To support more rapid deployment and widespread adoption, RaDVaC has adopted the vaccine platform published by Mao and colleagues of the Iwasaki lab at Yale. Their extremely simple, off-the-shelf vaccine design consists of a single component—a SARS-CoV-2 Spike protein trimer—and no adjuvant. They showed that the vaccine elicits robust T-cell and B-cell immune responses. RaDVaC has experimented with this vaccine and because it consists of a single, relatively inexpensive and commercially available ingredient, we have adopted it as our default nasal vaccine. Ideally, we currently use it in combination with commercial injectable vaccines in a standard prime and spike approach: the injected vaccine is followed a few weeks later by self-administration of the nasal vaccine.
Key features of the RaDVaC chitosan and peptide anti-SARS-CoV-2 vaccine (retired)
- Intranasally delivered. Very simple to self administer. No injection, no needles.
- Synthetic peptide epitopes / antigens. These peptides are small synthetically produced portions of viral sequences. A peptide-based vaccine is not infectious.
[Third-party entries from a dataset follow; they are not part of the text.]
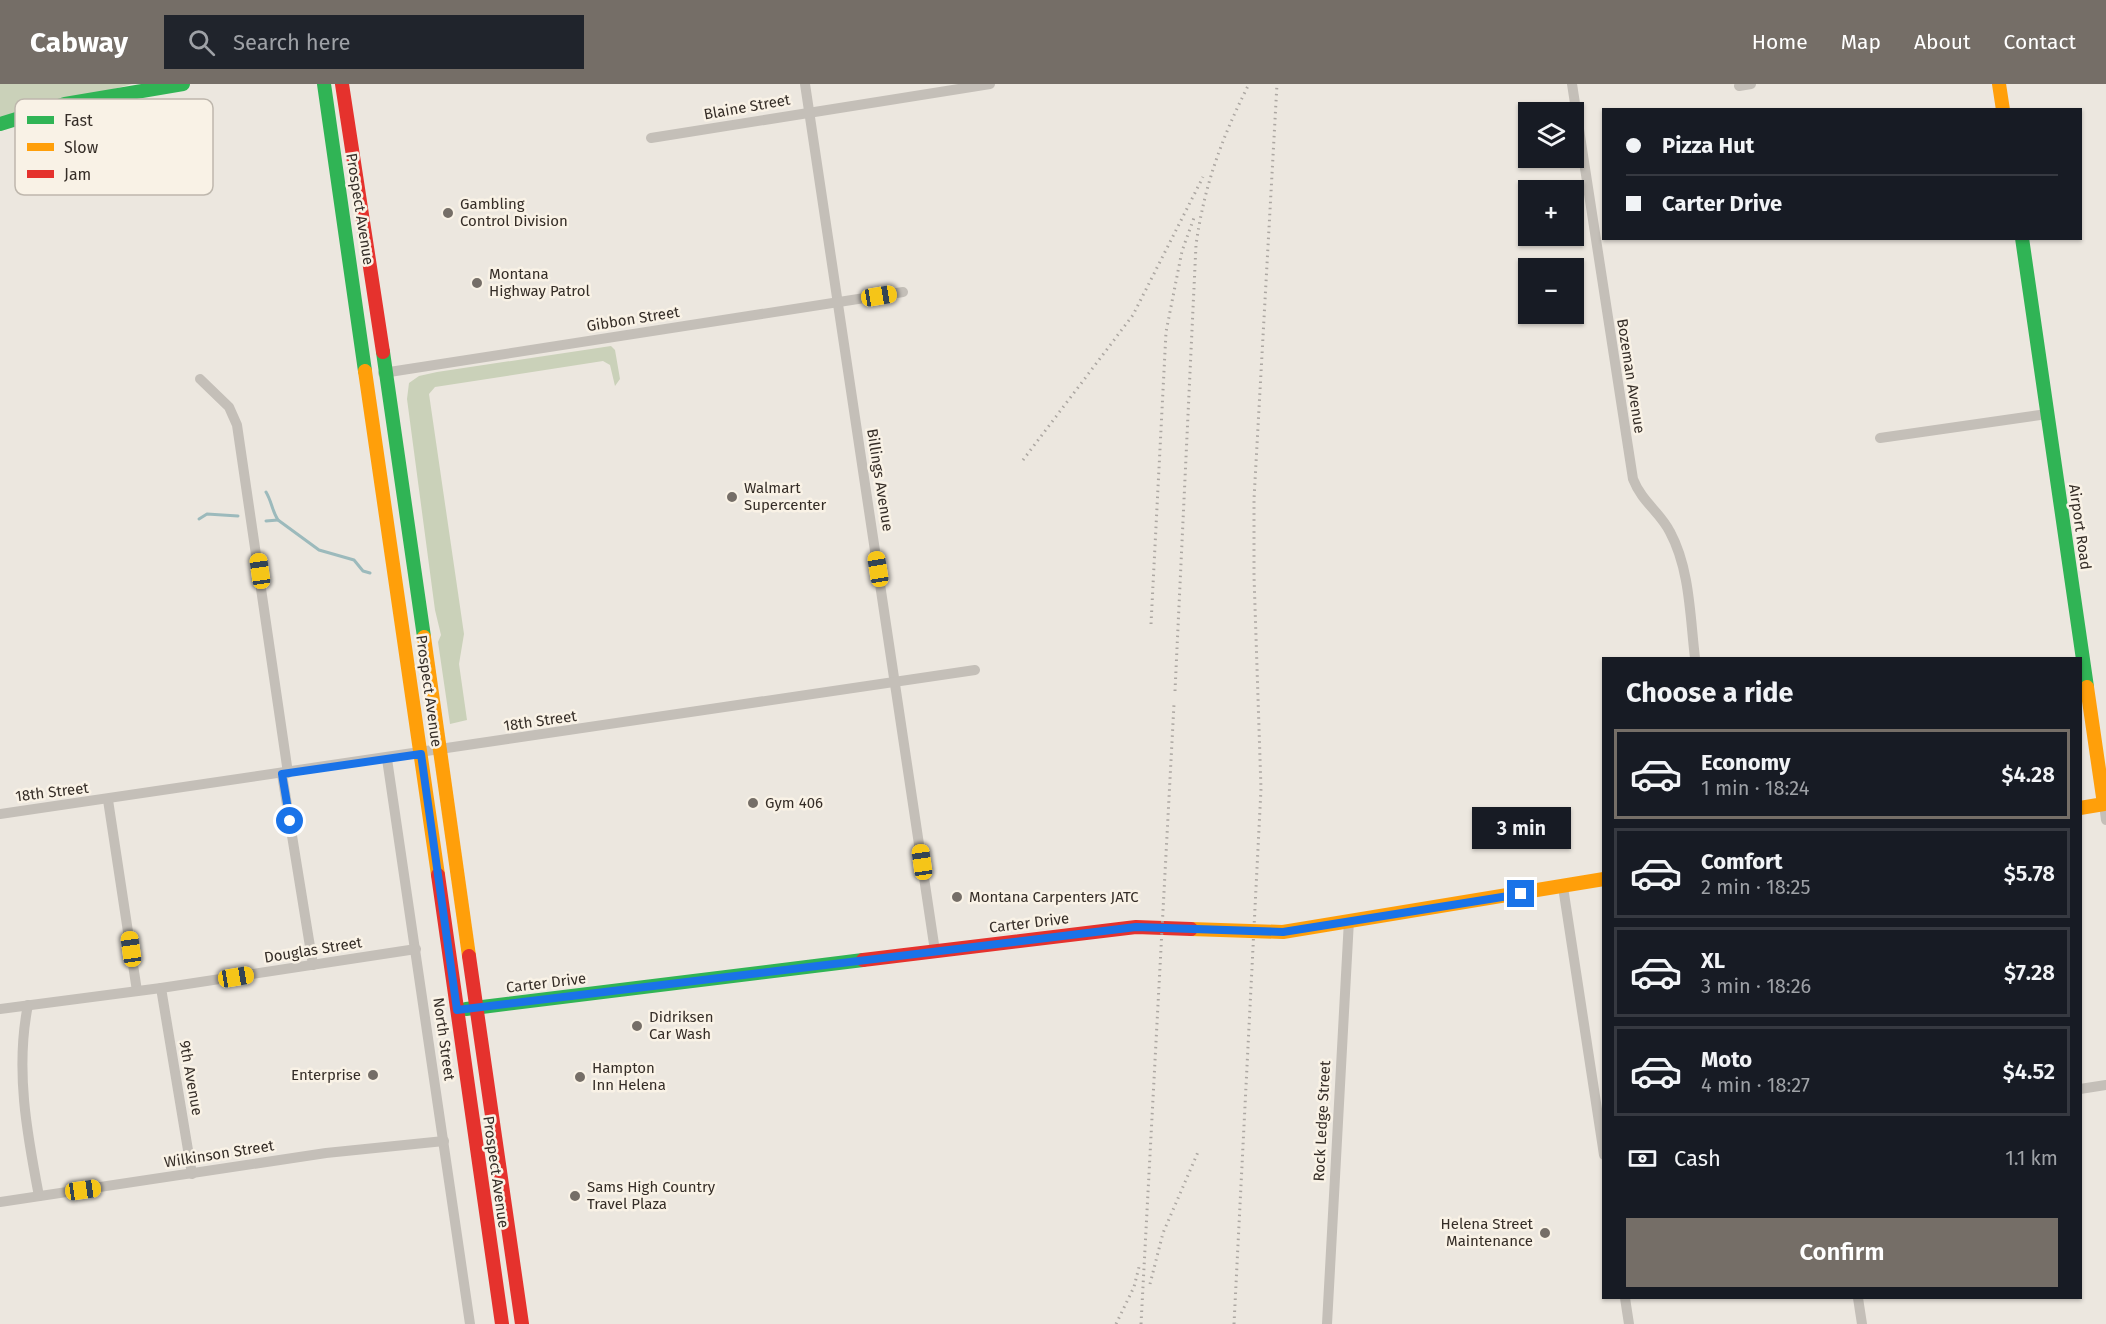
<!DOCTYPE html>
<meta charset="utf-8">
<style>
:root{--surface:#171b24;--page:#20242c;--text:#f1f3f6;--muted:#9ea1a6;--line:#363941;--accent:#756e67}
body{margin:0;font-family:"Fira Sans",sans-serif;background:var(--page);color:var(--text);height:100vh;display:flex;flex-direction:column;font-size:22px;white-space:nowrap}
*{box-sizing:border-box;margin:0}
p{font-size:20px;color:var(--muted)}
.icon{flex:none;width:33px;height:33px;fill:none;stroke:currentColor;stroke-width:2;stroke-linecap:round;stroke-linejoin:round}
.map{position:relative;flex:1;overflow:hidden}
.details{position:absolute;left:1602px;top:573px;width:480px;height:642px;display:flex;flex-direction:column;background:var(--surface);border-radius:0px;box-shadow:0 2px 4px #0004}
.details>*{flex:none}
.hud{position:absolute;left:1602px;top:24px;width:480px;height:132px;border-radius:0px;box-shadow:0 2px 4px #0004;display:grid;align-content:center;height:132px;padding:0 24px;background:var(--surface)}
.tools{position:absolute;left:1518px;top:18px;display:grid;gap:12px}
.tools a{display:grid;place-items:center;width:66px;height:66px;border-radius:0px;background:var(--surface);box-shadow:0 2px 4px #0004;font-size:30px}
.end{position:absolute;width:27px;height:27px;margin:-14px;border:8px solid #1a73e8;background:#fff;box-shadow:0 0 0 3px #fff}
.from{border-radius:50%}
.bubble{position:absolute;height:42px;border-radius:0px;background:var(--surface);box-shadow:0 2px 4px #0004;font-size:20px;font-weight:600;line-height:42px;text-align:center}
.car{position:absolute;width:18px;height:36px;margin:-18px -9px;border-radius:8px;box-shadow:0 0 4px 2px #0007;background:linear-gradient(#f5c518 24%,#345 0 40%,#f5c518 0 76%,#345 0 86%,#f5c518 0)}
.hud b{display:flex;align-items:center;gap:21px;height:57px;font-size:22px}
.hud b+b{border-top:2px solid var(--line)}
.hud i{width:15px;height:15px;background:var(--text)}
ul{padding:0;list-style:none}
li{display:flex;align-items:center;gap:18px;height:90px;margin:0 12px 9px;padding:0 12px;border:3px solid var(--line);border-radius:0px}
li div{flex:1}
li b{display:block;font-size:22px}
li em{font-style:normal;font-weight:600}
li.active{border-color:var(--accent)}
li>.icon{width:54px;height:54px;stroke-width:1.5}
h2{padding:0 24px;font-size:27px;line-height:72px}
.pay{display:flex;align-items:center;gap:15px;height:66px;padding:0 24px;font-size:22px}
.pay p{margin-inline-start:auto}
.action{display:flex;gap:12px;margin-top:auto;padding:12px 24px}
.action a{flex:1;height:69px;border-radius:0px;background:var(--accent);color:#fff;font-size:24px;font-weight:600;line-height:69px;text-align:center}
header{display:flex;align-items:center;gap:36px;box-sizing:border-box;height:84px;padding:0 30px;background:var(--accent);color:#fff}
header strong{font-size:28px}
nav{display:flex;gap:33px;margin-inline-start:auto;font-size:21px}
.search{width:420px;height:54px;background:var(--page);display:flex;align-items:center;gap:15px;box-sizing:border-box;padding:0 21px;border-radius:0px;color:var(--muted);font-size:22px}
.map>svg:first-child{display:block}
.green{fill:#cad1b9}
.lines{fill:none;stroke-linecap:round;stroke-linejoin:round}
.stream{stroke:#9cbabc;stroke-width:3}
.street{stroke:#c4bfb8;stroke-width:10}
.fast{stroke:#30b455;stroke-width:14}
.slow{stroke:#ff9f0a;stroke-width:14}
.jam{stroke:#e5322d;stroke-width:14}
.rail{stroke:#aca7a2;stroke-width:3;stroke-dasharray:1.5 4.5;stroke-linecap:butt}
.route{stroke:#1a73e8;stroke-width:8}
.poi-dot{fill:#756e67;stroke:#f9f2e6;stroke-width:2}
.labels{text-anchor:middle;stroke-width:5;stroke-linejoin:round;paint-order:stroke}
.street-label{font-size:15px;fill:#352d27;stroke:#f9f2e6}
.poi-label{font-size:15px;fill:#352d27;stroke:#f9f2e6;text-anchor:start}
.key{fill:#f9f2e6;stroke:#beb7ad;stroke-width:1.5}
.key-label{font-size:16px;fill:#352d27}
</style>
<header>
<strong>Cabway</strong>
<div class="search"><svg class="icon" aria-label="search" viewBox="0 0 24 24"><circle cx="10" cy="10" r="6"/><path d="M15 15l6 6"/></svg>Search here</div>
<nav><a>Home</a><a>Map</a><a>About</a><a>Contact</a></nav>
</header>
<div class="map">
<svg width="2106" height="1240" viewBox="0 0 2106 1240">
<rect width="100%" height="100%" fill="#ece7df"/>
<g class="green">
<path d="M0,0H132L0,36Z"/>
<path d="M611,262L615,266L620,295L615,302L610,281L603,277L435,303L429,310L464,550L459,580L467,636L450,640L438,558L441,551L435,526L407,315L409,299L419,292L437,288Z"/>
</g>
<g class="lines">
<g class="stream">
<path d="M266,408C272,418 272,427 278,436L319,466L354,476L363,487L370,489"/>
<path d="M199,435L207,430L238,432"/>
<path d="M266,437L278,436"/>
</g>
<g class="street">
<path d="M805,0L935,867"/>
<path d="M1572,0L1633,395C1642,418 1660,428 1670,448C1690,485 1690,533 1695,574"/>
<path d="M1739,2L1751,0"/>
<path d="M651,54L990,0"/>
<path d="M383,289L903,208"/>
<path d="M200,295L229,323L237,341L288,689"/>
<path d="M1880,354L2047,330"/>
<path d="M387,675L470,1240"/>
<path d="M282,690L313,881"/>
<path d="M108,716L137,907"/>
<path d="M2104,720L2106,736"/>
<path d="M0,730L975,586"/>
<path d="M1563,803L1604,1071"/>
<path d="M161,904L192,1090"/>
<path d="M28,921C15,985 27,1050 39,1112"/>
<path d="M0,925L161,904L416,865"/>
<path d="M2080,1005L2106,1001"/>
<path d="M0,1118L326,1069L444,1057"/>
<path d="M1625,1214L1629,1240"/>
<path d="M1858,1214L1862,1240"/>
<path d="M1327,1240L1349,836"/>
</g>
<g class="fast">
<path d="M324,0L365,287"/>
<path d="M0,40L65,20L183,0"/>
<path d="M2022,154L2087,603"/>
<path d="M383,268L424,553"/>
<path d="M466,925L863,876"/>
</g>
<g class="slow">
<path d="M1999,0L2003,26"/>
<path d="M365,287L438,791"/>
<path d="M424,553L469,872"/>
<path d="M2080,724L2104,720L2087,603"/>
<path d="M1191,845L1283,848L1604,795"/>
</g>
<g class="jam">
<path d="M342,0L383,268"/>
<path d="M438,791L502,1240"/>
<path d="M469,872L522,1240"/>
<path d="M863,876L1136,843L1191,845"/>
</g>
<g class="rail">
<path d="M1023,376L1133,231L1203,93"/>
<path d="M1151,540L1166,248L1182,167L1195,131"/>
<path d="M1175,607L1196,161C1204,102 1222,53 1249,0"/>
<path d="M1150,1200L1163,1149L1198,1068"/>
<path d="M1116,1240L1134,1203L1139,1183"/>
<path d="M1141,1240L1174,620"/>
<path d="M1234,1240L1261,705L1254,492V415L1277,0"/>
</g>
</g>
<g class="lines">
<path class="route" d="M290,737L282,690L421,670L457,926L1136,843L1283,848L1521,810"/>
</g>
<g class="poi-dot">
<circle cx="448" cy="129" r="6"/>
<circle cx="477" cy="199" r="6"/>
<circle cx="732" cy="413" r="6"/>
<circle cx="753" cy="719" r="6"/>
<circle cx="957" cy="813" r="6"/>
<circle cx="637" cy="942" r="6"/>
<circle cx="373" cy="991" r="6"/>
<circle cx="580" cy="993" r="6"/>
<circle cx="575" cy="1112" r="6"/>
<circle cx="1545" cy="1149" r="6"/>
</g>
<g class="labels">
<g class="street-label">
<text transform="translate(747 23) rotate(-10)" y="5">Blaine Street</text>
<text transform="translate(360 125) rotate(81)" y="5">Prospect Avenue</text>
<text transform="translate(633 235) rotate(-9)" y="5">Gibbon Street</text>
<text transform="translate(1631 292) rotate(81)" y="5">Bozeman Avenue</text>
<text transform="translate(880 396) rotate(81)" y="5">Billings Avenue</text>
<text transform="translate(2080 443) rotate(82)" y="5">Airport Road</text>
<text transform="translate(429 607) rotate(82)" y="5">Prospect Avenue</text>
<text transform="translate(540 637) rotate(-8)" y="5">18th Street</text>
<text transform="translate(52 708) rotate(-7)" y="5">18th Street</text>
<text transform="translate(1029 839) rotate(-7)" y="5">Carter Drive</text>
<text transform="translate(313 866) rotate(-9)" y="5">Douglas Street</text>
<text transform="translate(546 899) rotate(-7)" y="5">Carter Drive</text>
<text transform="translate(444 955) rotate(82)" y="5">North Street</text>
<text transform="translate(191 994) rotate(80)" y="5">9th Avenue</text>
<text transform="translate(1322 1037) rotate(-87)" y="5">Rock Ledge Street</text>
<text transform="translate(219 1070) rotate(-9)" y="5">Wilkinson Street</text>
<text transform="translate(496 1088) rotate(82)" y="5">Prospect Avenue</text>
</g>
<g class="poi-label">
<text x="460" y="125">Gambling<tspan x="460" dy="17">Control Division</tspan></text>
<text x="489" y="195">Montana<tspan x="489" dy="17">Highway Patrol</tspan></text>
<text x="744" y="409">Walmart<tspan x="744" dy="17">Supercenter</tspan></text>
<text x="765" y="724">Gym 406</text>
<text x="969" y="818">Montana Carpenters JATC</text>
<text x="649" y="938">Didriksen<tspan x="649" dy="17">Car Wash</tspan></text>
<text x="592" y="989">Hampton<tspan x="592" dy="17">Inn Helena</tspan></text>
<text x="361" y="996" text-anchor="end">Enterprise</text>
<text x="587" y="1108">Sams High Country<tspan x="587" dy="17">Travel Plaza</tspan></text>
<text x="1533" y="1145" text-anchor="end">Helena Street<tspan x="1533" dy="17">Maintenance</tspan></text>
</g>
</g>
<rect x="15" y="15" width="198" height="96" rx="9" class="key"/>
<rect x="27" y="32" width="27" height="8" fill="#30b455"/>
<rect x="27" y="59" width="27" height="8" fill="#ff9f0a"/>
<rect x="27" y="86" width="27" height="8" fill="#e5322d"/>
<g class="key-label">
<text x="64" y="42">Fast</text>
<text x="64" y="69">Slow</text>
<text x="64" y="96">Jam</text>
</g>
</svg>
<div class="tools">
<a><svg class="icon" aria-label="layers" viewBox="0 0 24 24"><path d="M12 4l9 5-9 5-9-5zM3 14l9 5 9-5"/></svg></a>
<a>+</a>
<a>−</a>
</div>
<i class="end from" style="left:290px;top:737px"></i>
<i class="end" style="left:1521px;top:810px"></i>
<div class="bubble" style="left:1472px;top:723px;width:99px">3 min</div>
<i class="car" style="left:879px;top:212px;rotate:81deg"></i>
<i class="car" style="left:878px;top:485px;rotate:351deg"></i>
<i class="car" style="left:260px;top:487px;rotate:352deg"></i>
<i class="car" style="left:922px;top:778px;rotate:352deg"></i>
<i class="car" style="left:131px;top:865px;rotate:352deg"></i>
<i class="car" style="left:236px;top:893px;rotate:81deg"></i>
<i class="car" style="left:83px;top:1106px;rotate:82deg"></i>
<div class="hud">
<b><i class="from"></i>Pizza Hut</b>
<b><i></i>Carter Drive</b>
</div>
<section class="details">
<h2>Choose a ride</h2>
<ul>
<li class="active"><svg class="icon" aria-label="car" viewBox="0 0 24 24"><path d="M5 17H2v-5l4-1 3-4h7l3 4 3 1v5h-3M9 17h6M6 11h13"/><circle cx="7" cy="17" r="2"/><circle cx="17" cy="17" r="2"/></svg><div><b>Economy</b><p>1 min · 18:24</p></div><em>$4.28</em></li>
<li><svg class="icon" aria-label="car" viewBox="0 0 24 24"><path d="M5 17H2v-5l4-1 3-4h7l3 4 3 1v5h-3M9 17h6M6 11h13"/><circle cx="7" cy="17" r="2"/><circle cx="17" cy="17" r="2"/></svg><div><b>Comfort</b><p>2 min · 18:25</p></div><em>$5.78</em></li>
<li><svg class="icon" aria-label="car" viewBox="0 0 24 24"><path d="M5 17H2v-5l4-1 3-4h7l3 4 3 1v5h-3M9 17h6M6 11h13"/><circle cx="7" cy="17" r="2"/><circle cx="17" cy="17" r="2"/></svg><div><b>XL</b><p>3 min · 18:26</p></div><em>$7.28</em></li>
<li><svg class="icon" aria-label="car" viewBox="0 0 24 24"><path d="M5 17H2v-5l4-1 3-4h7l3 4 3 1v5h-3M9 17h6M6 11h13"/><circle cx="7" cy="17" r="2"/><circle cx="17" cy="17" r="2"/></svg><div><b>Moto</b><p>4 min · 18:27</p></div><em>$4.52</em></li>
</ul>
<div class="pay"><svg class="icon" aria-label="cash" viewBox="0 0 24 24"><path d="M3 7h18v10H3z"/><circle cx="12" cy="12" r="2"/></svg>Cash<p>1.1 km</p></div>
<div class="action"><a>Confirm</a></div>
</section>
</div>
We have selected these peptides as the basis for our vaccine against SARS-CoV-2. The antigen portion of the vaccine can be substituted by other antigens; for example, recombinant SARS-CoV-2 Spike RBD. By appropriate selection of antigens, the intranasal vaccine design described here can also be adapted for use against other viruses, especially respiratory viruses, such as influenza or non-SARS coronaviruses.
- Chitosan nanoparticle delivery. Chitosan is a form of chitin, which is found in mushrooms and the shells of crustaceans such as shrimp and crabs (seafood allergies are not allergies to chitin). Chitosan acts as both delivery vehicle and immunostimulatory adjuvant.
- Extremely simple and inexpensive preparation with easily obtained materials.
- Short-term safety. This type of vaccine has shown excellent safety in animal studies and human clinical trials. The RaDVaC vaccine has been used repeatedly over several months, by over 100 self-experimenters, with the most extreme complication in some recipients of stuffy noses.
Protocols for the simple and robust production of chitosan nanoparticle vaccines for intranasal delivery have been published for over two decades. Intranasal delivery of chitosan-based vaccines have shown mild side effects and high levels of efficacy of both mucosal and systemic immunity, when delivered in a prime-boost regimen (in both animal models and human trials).